The write-downs were triggered by the Covid-19 pandemic as companies had to give higher discounts and made less profit in an industry where growth slowed down.

WPP also reported a 12.3% drop in revenue to just under £5.6 billion in the first half of the financial year.

The business now hopes that the worst is behind it, and that the second quarter will be the most painful period.

But this is reliant on there not being a second wave of Covid-19, and no major lockdowns, it said.

"After two months in which our strategic progress could be measured by growth outside Greater China, the second quarter saw an inevitable downturn, with like-for-like revenue less pass-through costs declining by 15%, albeit better than our expectations," said chief executive Mark Read.

"Assuming there is no second wave nor major lockdowns, the second quarter is expected to be the toughest period of the year, although we remain cautious on the speed of recovery."

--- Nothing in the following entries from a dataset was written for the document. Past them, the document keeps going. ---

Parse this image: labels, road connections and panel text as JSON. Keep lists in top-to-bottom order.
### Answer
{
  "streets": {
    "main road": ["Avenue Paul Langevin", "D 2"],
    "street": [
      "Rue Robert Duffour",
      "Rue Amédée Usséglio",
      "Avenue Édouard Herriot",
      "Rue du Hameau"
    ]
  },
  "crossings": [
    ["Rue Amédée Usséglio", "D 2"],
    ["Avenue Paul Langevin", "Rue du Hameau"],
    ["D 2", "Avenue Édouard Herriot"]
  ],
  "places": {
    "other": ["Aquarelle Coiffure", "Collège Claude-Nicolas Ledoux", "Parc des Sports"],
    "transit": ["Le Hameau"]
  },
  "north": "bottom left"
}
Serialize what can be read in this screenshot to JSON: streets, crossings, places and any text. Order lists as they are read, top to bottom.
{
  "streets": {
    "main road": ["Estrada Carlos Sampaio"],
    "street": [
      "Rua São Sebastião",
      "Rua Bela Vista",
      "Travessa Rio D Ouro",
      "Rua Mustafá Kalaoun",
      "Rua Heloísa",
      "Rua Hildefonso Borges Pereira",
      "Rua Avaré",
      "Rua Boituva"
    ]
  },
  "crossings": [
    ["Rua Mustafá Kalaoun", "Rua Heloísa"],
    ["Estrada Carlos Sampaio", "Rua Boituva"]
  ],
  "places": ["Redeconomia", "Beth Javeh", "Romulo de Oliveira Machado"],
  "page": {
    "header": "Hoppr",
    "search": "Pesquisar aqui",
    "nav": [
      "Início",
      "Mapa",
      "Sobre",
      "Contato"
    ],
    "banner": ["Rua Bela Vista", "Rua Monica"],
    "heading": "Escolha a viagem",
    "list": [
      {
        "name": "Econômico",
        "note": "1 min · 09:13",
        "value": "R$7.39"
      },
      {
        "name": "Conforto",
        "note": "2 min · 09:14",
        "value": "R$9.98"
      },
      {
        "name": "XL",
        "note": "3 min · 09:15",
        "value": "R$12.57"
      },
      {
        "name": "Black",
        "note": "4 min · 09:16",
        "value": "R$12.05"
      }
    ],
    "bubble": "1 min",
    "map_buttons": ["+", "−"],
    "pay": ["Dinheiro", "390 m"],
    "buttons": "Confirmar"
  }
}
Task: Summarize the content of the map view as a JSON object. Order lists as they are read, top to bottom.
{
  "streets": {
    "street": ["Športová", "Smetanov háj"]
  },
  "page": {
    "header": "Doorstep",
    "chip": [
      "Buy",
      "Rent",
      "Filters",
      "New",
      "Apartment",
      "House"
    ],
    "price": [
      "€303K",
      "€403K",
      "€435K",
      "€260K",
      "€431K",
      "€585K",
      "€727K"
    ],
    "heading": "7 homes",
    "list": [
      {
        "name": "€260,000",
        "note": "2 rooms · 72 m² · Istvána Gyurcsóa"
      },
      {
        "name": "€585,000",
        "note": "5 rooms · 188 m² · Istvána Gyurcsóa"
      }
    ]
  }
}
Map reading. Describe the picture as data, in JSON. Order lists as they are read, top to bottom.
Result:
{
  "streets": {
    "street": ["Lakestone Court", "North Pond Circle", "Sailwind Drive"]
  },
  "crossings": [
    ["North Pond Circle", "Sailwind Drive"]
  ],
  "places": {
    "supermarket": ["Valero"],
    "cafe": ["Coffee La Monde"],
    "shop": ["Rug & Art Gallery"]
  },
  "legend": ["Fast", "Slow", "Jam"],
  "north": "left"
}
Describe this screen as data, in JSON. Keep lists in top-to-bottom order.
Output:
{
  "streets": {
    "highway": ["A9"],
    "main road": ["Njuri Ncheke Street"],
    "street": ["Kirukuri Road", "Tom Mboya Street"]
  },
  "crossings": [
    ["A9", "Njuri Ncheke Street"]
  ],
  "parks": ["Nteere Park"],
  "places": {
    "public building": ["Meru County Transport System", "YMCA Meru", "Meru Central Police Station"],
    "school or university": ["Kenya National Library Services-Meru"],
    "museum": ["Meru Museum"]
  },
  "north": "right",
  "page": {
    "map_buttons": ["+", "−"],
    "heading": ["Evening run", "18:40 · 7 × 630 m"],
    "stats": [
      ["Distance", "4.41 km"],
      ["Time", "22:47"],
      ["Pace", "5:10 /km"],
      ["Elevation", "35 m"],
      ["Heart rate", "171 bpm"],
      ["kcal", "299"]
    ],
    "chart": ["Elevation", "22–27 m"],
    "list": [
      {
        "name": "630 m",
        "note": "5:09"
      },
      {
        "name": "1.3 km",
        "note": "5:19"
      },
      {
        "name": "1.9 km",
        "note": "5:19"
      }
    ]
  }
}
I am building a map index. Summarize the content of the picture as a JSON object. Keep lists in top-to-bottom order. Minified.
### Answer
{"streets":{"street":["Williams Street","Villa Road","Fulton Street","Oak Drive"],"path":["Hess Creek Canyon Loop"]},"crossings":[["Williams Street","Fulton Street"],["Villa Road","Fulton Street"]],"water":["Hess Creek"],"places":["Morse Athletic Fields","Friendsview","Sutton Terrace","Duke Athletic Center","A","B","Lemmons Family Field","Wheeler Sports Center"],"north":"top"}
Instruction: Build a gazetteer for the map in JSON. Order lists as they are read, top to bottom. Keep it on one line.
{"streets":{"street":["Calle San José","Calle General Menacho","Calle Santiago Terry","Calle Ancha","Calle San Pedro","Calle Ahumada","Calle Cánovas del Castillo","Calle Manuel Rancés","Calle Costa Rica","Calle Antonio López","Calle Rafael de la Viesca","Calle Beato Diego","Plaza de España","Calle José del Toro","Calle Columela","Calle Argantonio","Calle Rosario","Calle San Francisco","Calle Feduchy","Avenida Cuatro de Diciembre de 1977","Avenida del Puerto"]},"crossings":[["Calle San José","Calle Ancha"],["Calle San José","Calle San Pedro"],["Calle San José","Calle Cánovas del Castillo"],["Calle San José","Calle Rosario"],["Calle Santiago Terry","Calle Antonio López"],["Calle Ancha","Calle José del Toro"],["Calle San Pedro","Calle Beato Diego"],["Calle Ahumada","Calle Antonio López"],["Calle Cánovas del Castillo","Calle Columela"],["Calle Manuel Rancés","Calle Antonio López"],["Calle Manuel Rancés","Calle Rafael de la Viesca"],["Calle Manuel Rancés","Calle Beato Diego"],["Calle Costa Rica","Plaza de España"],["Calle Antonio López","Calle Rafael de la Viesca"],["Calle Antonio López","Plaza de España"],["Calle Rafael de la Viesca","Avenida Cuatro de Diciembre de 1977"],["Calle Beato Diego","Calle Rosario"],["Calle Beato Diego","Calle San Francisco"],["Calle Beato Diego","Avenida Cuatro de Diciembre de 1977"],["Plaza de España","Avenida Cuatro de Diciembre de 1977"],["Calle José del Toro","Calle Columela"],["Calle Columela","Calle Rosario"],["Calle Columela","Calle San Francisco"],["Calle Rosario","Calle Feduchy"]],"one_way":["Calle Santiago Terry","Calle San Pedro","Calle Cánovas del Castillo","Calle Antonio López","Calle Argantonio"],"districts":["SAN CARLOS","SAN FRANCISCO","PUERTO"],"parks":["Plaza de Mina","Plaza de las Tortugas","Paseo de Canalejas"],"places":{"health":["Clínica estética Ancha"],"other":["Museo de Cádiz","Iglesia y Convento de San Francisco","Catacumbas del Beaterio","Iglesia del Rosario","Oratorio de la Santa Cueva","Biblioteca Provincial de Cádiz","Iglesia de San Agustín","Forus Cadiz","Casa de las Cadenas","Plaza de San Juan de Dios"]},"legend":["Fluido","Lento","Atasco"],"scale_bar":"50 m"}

Mr Read said that the Covid-19 pandemic has accelerated changes that were already happening in the sector, and therefore WPP needed to speed up its own plans.

It is investing in technology and ecommerce, and training staff with new skills, including accreditations from Adobe, Amazon, Facebook, Google and Salesforce.

"We are working with our clients to help them get back to business, adapt their marketing strategies at speed and reshape their operations for a new world.

"Brands are seeing increases in online sales of 100% and more, and we are supporting eight of our top 10 clients on ecommerce strategies."